• Task objective:
Could you please reproduce every record below exactly, leaving out the pictures?

#####

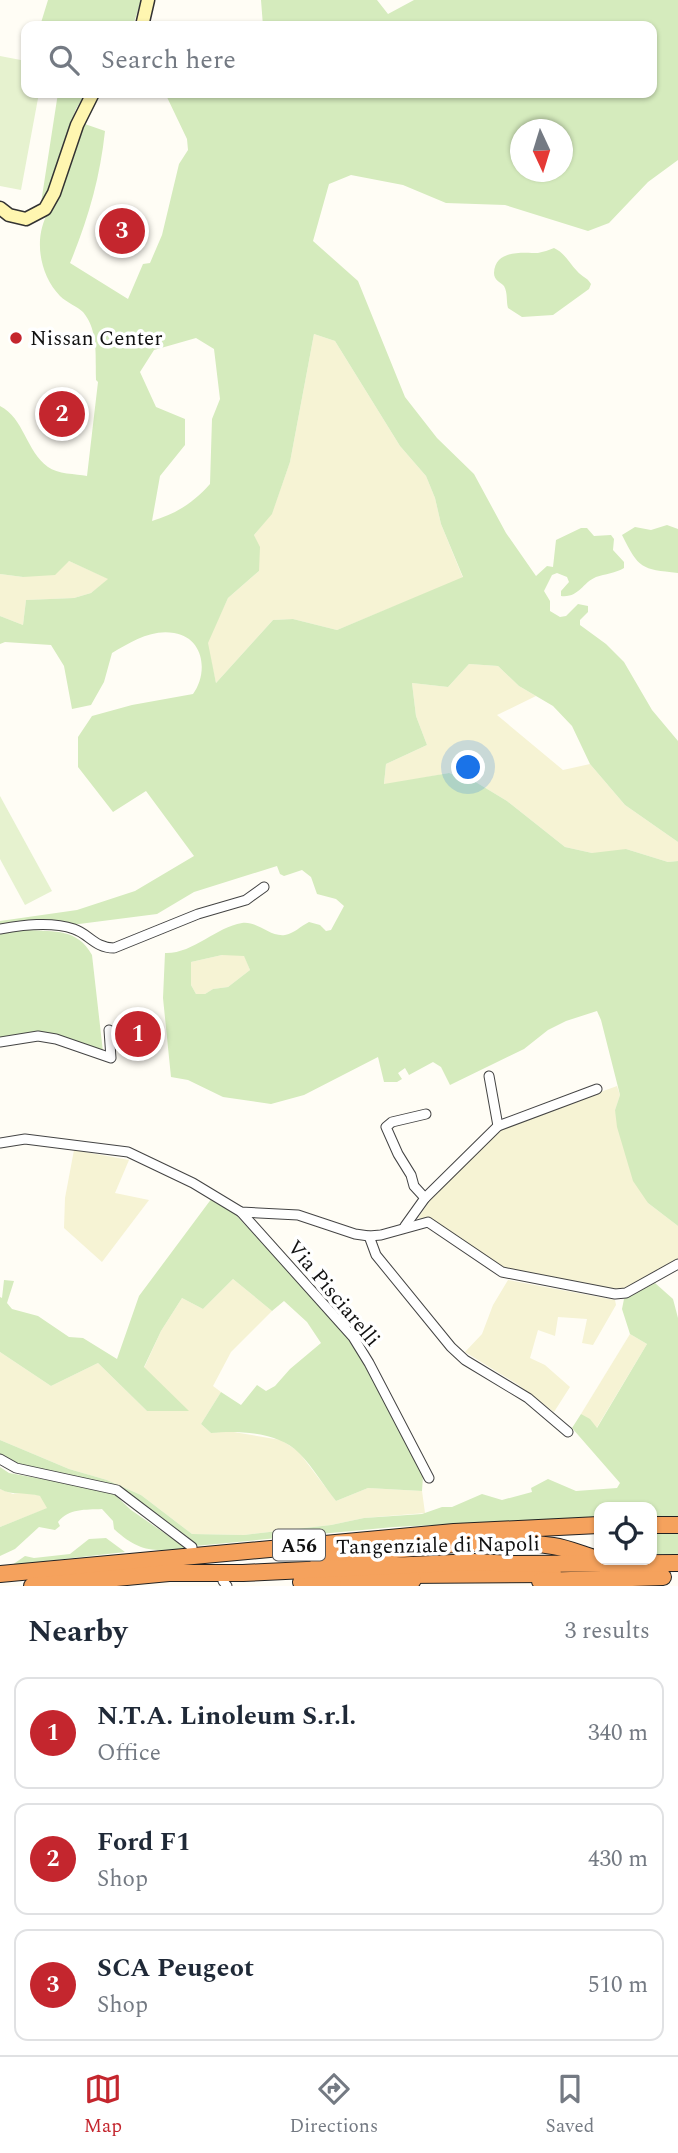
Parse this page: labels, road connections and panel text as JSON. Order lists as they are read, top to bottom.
{
  "streets": {
    "highway": ["A56", "Tangenziale di Napoli"],
    "street": ["Via Pisciarelli"]
  },
  "places": ["Nissan Center"],
  "north": "bottom",
  "page": {
    "search": "Search here",
    "pins": ["3", "2", "1"],
    "heading": ["Nearby", "3 results"],
    "list": [
      {
        "mark": "1",
        "name": "N.T.A. Linoleum S.r.l.",
        "note": "Office",
        "value": "340 m"
      },
      {
        "mark": "2",
        "name": "Ford F1",
        "note": "Shop",
        "value": "430 m"
      },
      {
        "mark": "3",
        "name": "SCA Peugeot",
        "note": "Shop",
        "value": "510 m"
      }
    ],
    "nav": ["Map", "Directions", "Saved"]
  }
}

#####

• Answer:
Parse this page: labels, road connections and panel text as JSON. Order lists as they are read, top to bottom.
{
  "streets": {
    "highway": ["A56", "Tangenziale di Napoli"],
    "street": ["Via Pisciarelli"]
  },
  "places": ["Nissan Center"],
  "north": "bottom",
  "page": {
    "search": "Search here",
    "pins": ["3", "2", "1"],
    "heading": ["Nearby", "3 results"],
    "list": [
      {
        "mark": "1",
        "name": "N.T.A. Linoleum S.r.l.",
        "note": "Office",
        "value": "340 m"
      },
      {
        "mark": "2",
        "name": "Ford F1",
        "note": "Shop",
        "value": "430 m"
      },
      {
        "mark": "3",
        "name": "SCA Peugeot",
        "note": "Shop",
        "value": "510 m"
      }
    ],
    "nav": ["Map", "Directions", "Saved"]
  }
}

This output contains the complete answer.